Assignment: Could you return all of the data exactly as given?

********

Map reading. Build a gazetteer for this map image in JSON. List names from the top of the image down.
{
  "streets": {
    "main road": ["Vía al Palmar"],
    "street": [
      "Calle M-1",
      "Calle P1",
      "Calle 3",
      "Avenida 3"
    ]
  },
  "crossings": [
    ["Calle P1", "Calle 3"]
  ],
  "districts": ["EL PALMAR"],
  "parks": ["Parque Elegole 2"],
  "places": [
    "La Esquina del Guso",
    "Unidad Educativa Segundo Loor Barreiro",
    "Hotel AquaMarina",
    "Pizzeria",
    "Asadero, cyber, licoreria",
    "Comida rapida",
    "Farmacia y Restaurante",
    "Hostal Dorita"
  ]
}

********

Answer box:
Map reading. Build a gazetteer for this map image in JSON. List names from the top of the image down.
{
  "streets": {
    "main road": ["Vía al Palmar"],
    "street": [
      "Calle M-1",
      "Calle P1",
      "Calle 3",
      "Avenida 3"
    ]
  },
  "crossings": [
    ["Calle P1", "Calle 3"]
  ],
  "districts": ["EL PALMAR"],
  "parks": ["Parque Elegole 2"],
  "places": [
    "La Esquina del Guso",
    "Unidad Educativa Segundo Loor Barreiro",
    "Hotel AquaMarina",
    "Pizzeria",
    "Asadero, cyber, licoreria",
    "Comida rapida",
    "Farmacia y Restaurante",
    "Hostal Dorita"
  ]
}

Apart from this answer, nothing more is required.